ESPINHAL, ESPINAL
Sempre que se nos oferece
mais de uma opção em matéria de linguagem médica,
a nossa escolha se torna mais fácil quando dispomos de elementos
de juízo que nos permitam fundamentar a razão de nossa preferência.
Espinhal e espinal
derivam ambos do latim spinalis, e, adjetivo de formação
posterior a spina, ae, espinha. O uso de spina
em latim, com o sentido de coluna vertebral, data de Virgílio, portanto
do século I a.C.[1] Celsus (século I d.C.) empregou a expressão
spina
dorsi, que corresponde à espinha dorsal.[2]
Spina, em
latim, deu origem a spine, em inglês; épine,
em francês; espina, em espanhol; spina, em italiano,
e espinha, em português.
Na passagem do latim para
o português, as terminações -inu, -ina,
evoluíram inicialmente para - io, - ia,
a
que sucedeu a palatal nh para evitar o hiato. "A nasalação
produzida pelo n intervocálico é um dos principais
característicos fonéticos do português".[3] Por sua
vez, o grupo inicial sp- recebeu um i prostético,
posteriormente substituído por e. Assim, temos: spina>ispia>espinha.[4]
Parece óbvio que
o adjetivo relativo a espinha deve ser espinhal, seja ele derivado
do latim spinalis, seja formado diretamente do substantivo
em português.
A propósito, assim
se expressa Cândido de Figueiredo: "Evidentemente, espinal não
é forma portuguesa... Espinal é um derivado que pressupõe
o substantivo espina; e este substantivo nunca existiu em português:
do latim spina veio-nos o termo espinha, e ninguém
hoje chamará espina à espinha dorsal. Ora, assim como o latim
spina
se
traduz por espinha, o latim spinalis deve traduzir-se por
espinhal".[5]
Pedro Pinto dá como
derivados de espinha, espinhal e espinal. A primeira forma "sem
razão dada como ruim".[6]
Carlos Goes considera "espinal
melhor português que espinhal"[7] e Nascentes aceita espinhal como
derivado semierudito do latim spinale.[8]
Ambas as formas são
antigas em português, havendo contudo, certa preferência por
espinhal. Moraes refere-se à medula espinal ou espinhal.[9] Constancio
e Faria registram apenas espinhal,[10][11] enquanto Domingos Vieira e Lacerda
consignam espinal, com remissão para espinhal.[12][13]
Espinhal tem sido a forma
preferida por autores clássicos da língua portuguesa, tanto
em obras literárias como em publicações científicas.
Aloysio de Castro, em seu
Tractado
de
Semiótica Nervosa só emprega espinhal.[14] Vieira Romeiro
inicia o capítulo referente à semiologia neurológica
pelo Sistema nervoso cérebro-espinhal.[15]
Em que pese às opiniões
em contrário, parece-me que a preferência deve recair em espinhal.
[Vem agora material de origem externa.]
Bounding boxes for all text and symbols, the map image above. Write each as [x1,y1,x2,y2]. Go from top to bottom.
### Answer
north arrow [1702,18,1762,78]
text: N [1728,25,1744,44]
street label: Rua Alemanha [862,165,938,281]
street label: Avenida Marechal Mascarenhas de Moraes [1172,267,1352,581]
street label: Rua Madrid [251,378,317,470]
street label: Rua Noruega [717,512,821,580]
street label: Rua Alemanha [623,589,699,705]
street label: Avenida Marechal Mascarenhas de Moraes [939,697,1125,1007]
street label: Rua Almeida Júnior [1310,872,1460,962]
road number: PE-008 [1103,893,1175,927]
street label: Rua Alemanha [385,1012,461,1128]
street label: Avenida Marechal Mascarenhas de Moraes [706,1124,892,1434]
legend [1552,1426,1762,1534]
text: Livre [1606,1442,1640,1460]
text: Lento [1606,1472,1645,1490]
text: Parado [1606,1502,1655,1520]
Referências bibliográficas
1. QUICHERAT, L. & DAVELUY, A.: Dictionnaire latin-français.
Paris, Lib. Hachette, 1876.
2. SKINNER, Henry A.: The origin of medical terms, 2.ed.
Baltimore, Williams & Wilkins, 1961, p.380.
3. COUTINHO, Ismael de Lima: Pontos de gramática
histórica, 5.ed. Rio de Janeiro, Liv. Acadêmica, 1962, p.
133.
4. WILLIAMS, Edwin B.: Do latim ao português. Rio
de Janeiro, INL, 1961, p.82.
5. FIGUEIREDO, Cândido de: Vícios da linguagem
médica, 2.ed. Lisboa, Liv. Clássica Ed., 1922, p. 178.
6. PINTO, Pedro A.: Dicionário de termos médicos,
8. ed. Rio de Janeiro, Ed. Científica, 1962.
7. GOES, Carlos: Dicionário de raízes e
cognatos da língua portuguesa, 2.ed. Rio de Janeiro, 1936.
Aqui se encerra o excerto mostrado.